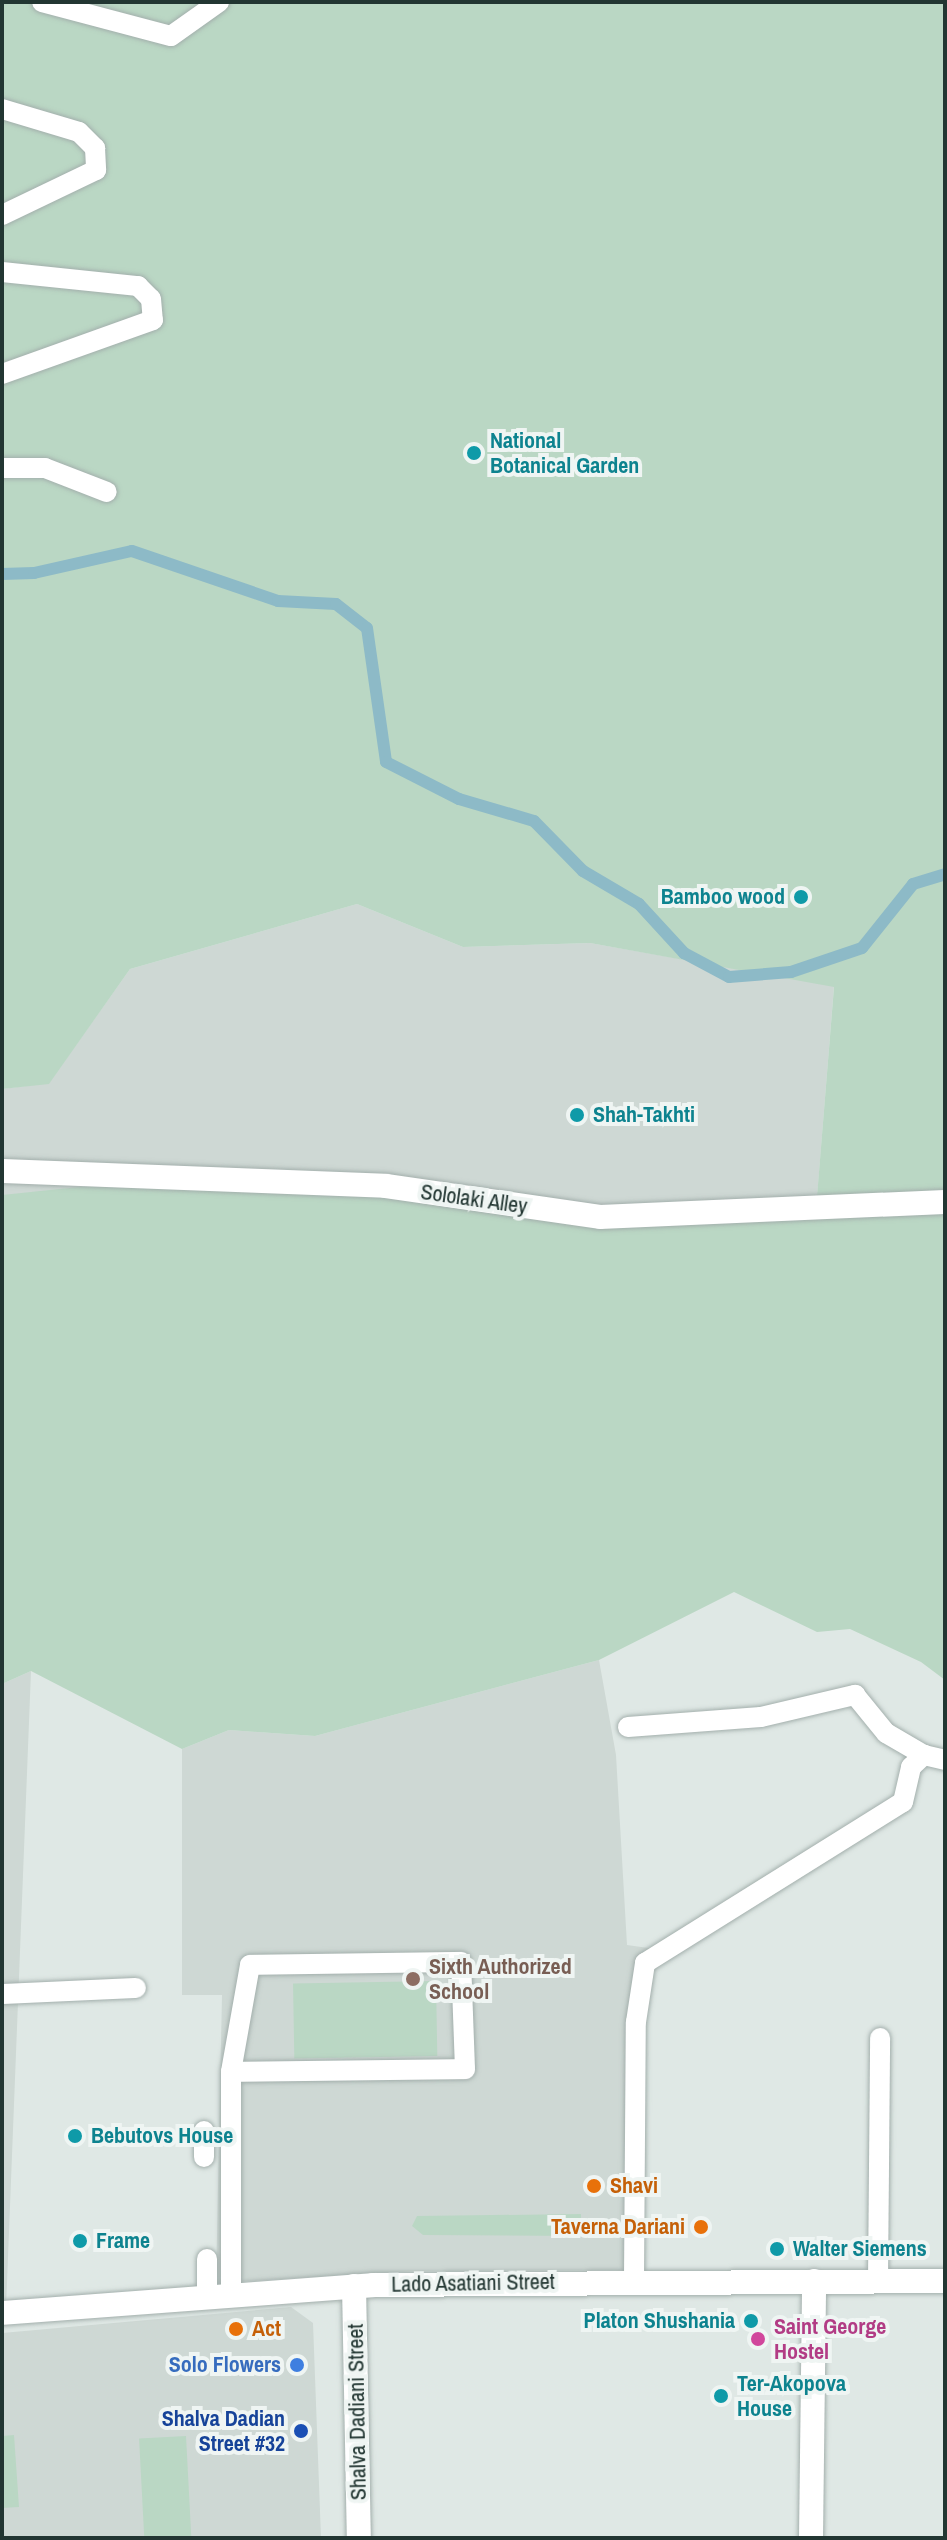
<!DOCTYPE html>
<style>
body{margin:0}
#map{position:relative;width:947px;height:2540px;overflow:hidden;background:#dfe8e5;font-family:"Archivo Narrow",sans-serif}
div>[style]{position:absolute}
.built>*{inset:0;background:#ced8d4}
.green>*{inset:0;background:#bad7c4;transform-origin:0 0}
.stream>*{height:12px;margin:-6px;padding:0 6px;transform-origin:6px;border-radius:6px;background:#8dbac7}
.roads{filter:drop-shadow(0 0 2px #a3afac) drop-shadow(0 0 2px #a3afac)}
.lane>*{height:20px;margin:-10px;padding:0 10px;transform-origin:10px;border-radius:10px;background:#fff}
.street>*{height:24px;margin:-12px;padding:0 12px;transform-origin:12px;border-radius:12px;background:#fff}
.secondary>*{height:24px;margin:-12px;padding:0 12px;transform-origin:12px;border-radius:12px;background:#fff}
.dots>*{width:22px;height:22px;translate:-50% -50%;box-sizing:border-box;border:4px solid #eff5f3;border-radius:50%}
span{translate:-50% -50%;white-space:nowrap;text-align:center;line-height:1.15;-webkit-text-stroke:8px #eff5f3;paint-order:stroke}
.culture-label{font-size:22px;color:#0d838f;font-weight:700}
.left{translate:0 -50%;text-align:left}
.right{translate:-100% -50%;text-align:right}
.street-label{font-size:22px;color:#223632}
.education-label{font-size:22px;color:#785e54;font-weight:700}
.food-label{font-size:22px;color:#c56008;font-weight:700}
.hotel-label{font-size:22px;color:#b23c85;font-weight:700}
.shop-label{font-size:22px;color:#366cbe;font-weight:700}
.transit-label{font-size:22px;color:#164399;font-weight:700}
.frame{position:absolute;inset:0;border:4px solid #223632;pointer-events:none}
</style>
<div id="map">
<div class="built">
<div style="clip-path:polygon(357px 904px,463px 947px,590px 943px,834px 986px,816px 1210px,2px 1195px,2px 1089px,49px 1083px,130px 969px)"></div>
<div style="clip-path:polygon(599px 1660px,616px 1755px,627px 1945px,670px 1951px,645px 1963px,629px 2270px,414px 2271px,216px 2283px,222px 1995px,182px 1995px,182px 1749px,229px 1730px,315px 1736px)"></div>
<div style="clip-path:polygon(31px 1671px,6px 2308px,2px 2308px,2px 1684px)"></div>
<div style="clip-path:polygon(291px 2307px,313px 2323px,321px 2538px,2px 2538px,2px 2333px)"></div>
</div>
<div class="green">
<div style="clip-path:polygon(2px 2px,945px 2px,945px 1680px,921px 1662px,850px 1629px,817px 1632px,734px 1592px,599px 1660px,315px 1736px,229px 1730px,182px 1749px,31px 1671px,2px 1684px,2px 1195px,175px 1177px,600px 1217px,816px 1209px,834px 987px,590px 943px,463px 947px,357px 904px,130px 969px,49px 1084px,2px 1089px)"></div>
<div style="left:436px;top:1981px;width:75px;height:143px;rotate:89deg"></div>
<div style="clip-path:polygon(581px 2214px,581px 2236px,423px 2235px,412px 2226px,417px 2216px)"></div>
<div style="clip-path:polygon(14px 2435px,19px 2507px,2px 2508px,2px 2436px)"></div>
<div style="left:186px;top:2436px;width:102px;height:47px;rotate:87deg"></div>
</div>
<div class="stream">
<div style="left:2px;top:574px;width:32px;rotate:-2deg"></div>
<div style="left:34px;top:573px;width:100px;rotate:-12.7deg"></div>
<div style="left:132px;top:551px;width:154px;rotate:18.9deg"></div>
<div style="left:278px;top:601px;width:58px;rotate:3deg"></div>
<div style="left:336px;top:604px;width:39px;rotate:38deg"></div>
<div style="left:367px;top:628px;width:135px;rotate:81.9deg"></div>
<div style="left:386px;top:762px;width:82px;rotate:26.9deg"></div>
<div style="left:459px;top:799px;width:78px;rotate:16.3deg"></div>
<div style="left:534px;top:821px;width:70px;rotate:45.6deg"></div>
<div style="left:583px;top:871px;width:65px;rotate:30.5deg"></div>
<div style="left:639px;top:904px;width:67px;rotate:47.4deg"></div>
<div style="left:684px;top:953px;width:51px;rotate:28.1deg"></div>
<div style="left:729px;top:977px;width:62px;rotate:-4.6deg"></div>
<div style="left:791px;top:972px;width:75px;rotate:-18.7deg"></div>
<div style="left:862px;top:948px;width:82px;rotate:-51.4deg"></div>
<div style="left:913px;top:884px;width:34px;rotate:-17deg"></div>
</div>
<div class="roads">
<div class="lane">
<div style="left:42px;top:2px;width:133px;rotate:14.8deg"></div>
<div style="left:171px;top:36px;width:59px;rotate:-35.3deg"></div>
<div style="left:2px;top:109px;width:80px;rotate:16.6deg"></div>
<div style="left:79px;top:132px;width:23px;rotate:45deg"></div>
<div style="left:95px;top:148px;width:22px;rotate:87deg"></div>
<div style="left:96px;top:170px;width:104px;rotate:154.4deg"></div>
<div style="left:2px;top:272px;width:137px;rotate:5.9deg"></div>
<div style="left:138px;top:286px;width:18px;rotate:45deg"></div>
<div style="left:151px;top:299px;width:21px;rotate:85deg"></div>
<div style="left:153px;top:320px;width:160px;rotate:160.3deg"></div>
<div style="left:2px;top:468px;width:43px"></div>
<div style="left:45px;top:468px;width:66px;rotate:21.2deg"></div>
<div style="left:628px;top:1727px;width:133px;rotate:-4.3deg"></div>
<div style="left:761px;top:1717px;width:97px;rotate:-13.2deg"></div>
<div style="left:855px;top:1695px;width:49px;rotate:50.8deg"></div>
<div style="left:886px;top:1733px;width:44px;rotate:30.1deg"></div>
<div style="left:2px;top:1994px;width:134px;rotate:-2.6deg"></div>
<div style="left:231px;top:2072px;width:234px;rotate:-0.7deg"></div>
<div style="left:465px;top:2069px;width:107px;rotate:-92.1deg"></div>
<div style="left:461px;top:1962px;width:211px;rotate:179.2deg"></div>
<div style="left:250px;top:1965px;width:109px;rotate:100.1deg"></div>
<div style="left:231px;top:2072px;width:221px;rotate:90deg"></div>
<div style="left:204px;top:2131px;width:26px;rotate:90deg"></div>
<div style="left:207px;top:2259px;width:35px;rotate:90deg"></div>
<div style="left:634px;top:2280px;width:258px;rotate:-89.6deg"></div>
<div style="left:636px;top:2022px;width:60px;rotate:-81.3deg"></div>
<div style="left:645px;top:1963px;width:304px;rotate:-32deg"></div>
<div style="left:903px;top:1802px;width:36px;rotate:-77deg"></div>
<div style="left:911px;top:1767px;width:18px;rotate:-43deg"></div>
<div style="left:924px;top:1755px;width:22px;rotate:13deg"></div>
<div style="left:878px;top:2281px;width:243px;rotate:-89.5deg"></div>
</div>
<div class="street">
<div style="left:2px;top:1171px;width:384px;rotate:2.2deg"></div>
<div style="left:386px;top:1186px;width:216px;rotate:8.2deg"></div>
<div style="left:600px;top:1217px;width:345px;rotate:-2.5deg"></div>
<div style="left:811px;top:2538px;width:257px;rotate:-89.3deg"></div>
</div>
<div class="secondary">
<div style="left:354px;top:2286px;width:252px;rotate:88.9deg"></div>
<div style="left:2px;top:2313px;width:372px;rotate:-4.3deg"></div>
<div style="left:373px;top:2285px;width:572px;rotate:-0.4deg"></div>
</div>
</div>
<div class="dots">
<div style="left:474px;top:453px;background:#0f9aa8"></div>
<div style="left:801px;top:897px;background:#0f9aa8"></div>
<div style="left:577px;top:1115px;background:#0f9aa8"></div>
<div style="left:413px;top:1979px;background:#8d6e63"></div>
<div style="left:75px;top:2136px;background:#0f9aa8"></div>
<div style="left:594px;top:2186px;background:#e8710a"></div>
<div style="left:701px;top:2227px;background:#e8710a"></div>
<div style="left:80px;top:2241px;background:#0f9aa8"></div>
<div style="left:777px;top:2249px;background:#0f9aa8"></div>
<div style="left:751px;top:2321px;background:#0f9aa8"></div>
<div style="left:236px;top:2329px;background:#e8710a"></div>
<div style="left:758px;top:2339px;background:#d1479c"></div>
<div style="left:297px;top:2365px;background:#3f7fe0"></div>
<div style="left:721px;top:2396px;background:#0f9aa8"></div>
<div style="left:301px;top:2431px;background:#1a4fb4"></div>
</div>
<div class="culture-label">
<span class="left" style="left:490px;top:453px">National<br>Botanical Garden</span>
<span class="right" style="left:785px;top:897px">Bamboo wood</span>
<span class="left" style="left:593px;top:1115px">Shah-Takhti</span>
<span class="left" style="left:91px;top:2136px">Bebutovs House</span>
<span class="left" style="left:96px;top:2241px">Frame</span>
<span class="left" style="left:793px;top:2249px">Walter Siemens</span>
<span class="right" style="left:735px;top:2321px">Platon Shushania</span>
<span class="left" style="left:737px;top:2396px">Ter-Akopova<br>House</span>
</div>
<div class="street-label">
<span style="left:474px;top:1199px;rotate:8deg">Sololaki Alley</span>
<span style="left:473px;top:2283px;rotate:-1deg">Lado Asatiani Street</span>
<span style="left:357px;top:2412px;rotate:-91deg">Shalva Dadiani Street</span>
</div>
<div class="education-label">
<span class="left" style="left:429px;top:1979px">Sixth Authorized<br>School</span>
</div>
<div class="food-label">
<span class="left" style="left:610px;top:2186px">Shavi</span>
<span class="right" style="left:685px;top:2227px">Taverna Dariani</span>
<span class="left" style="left:252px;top:2329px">Act</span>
</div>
<div class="hotel-label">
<span class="left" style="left:774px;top:2339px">Saint George<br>Hostel</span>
</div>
<div class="shop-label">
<span class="right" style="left:281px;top:2365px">Solo Flowers</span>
</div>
<div class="transit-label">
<span class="right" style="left:285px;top:2431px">Shalva Dadian<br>Street #32</span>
</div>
<div class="frame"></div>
</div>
..............................
Work out how many lines in the records above include the string "lane", and provide that figure with no other text.

→ **RESULT**
2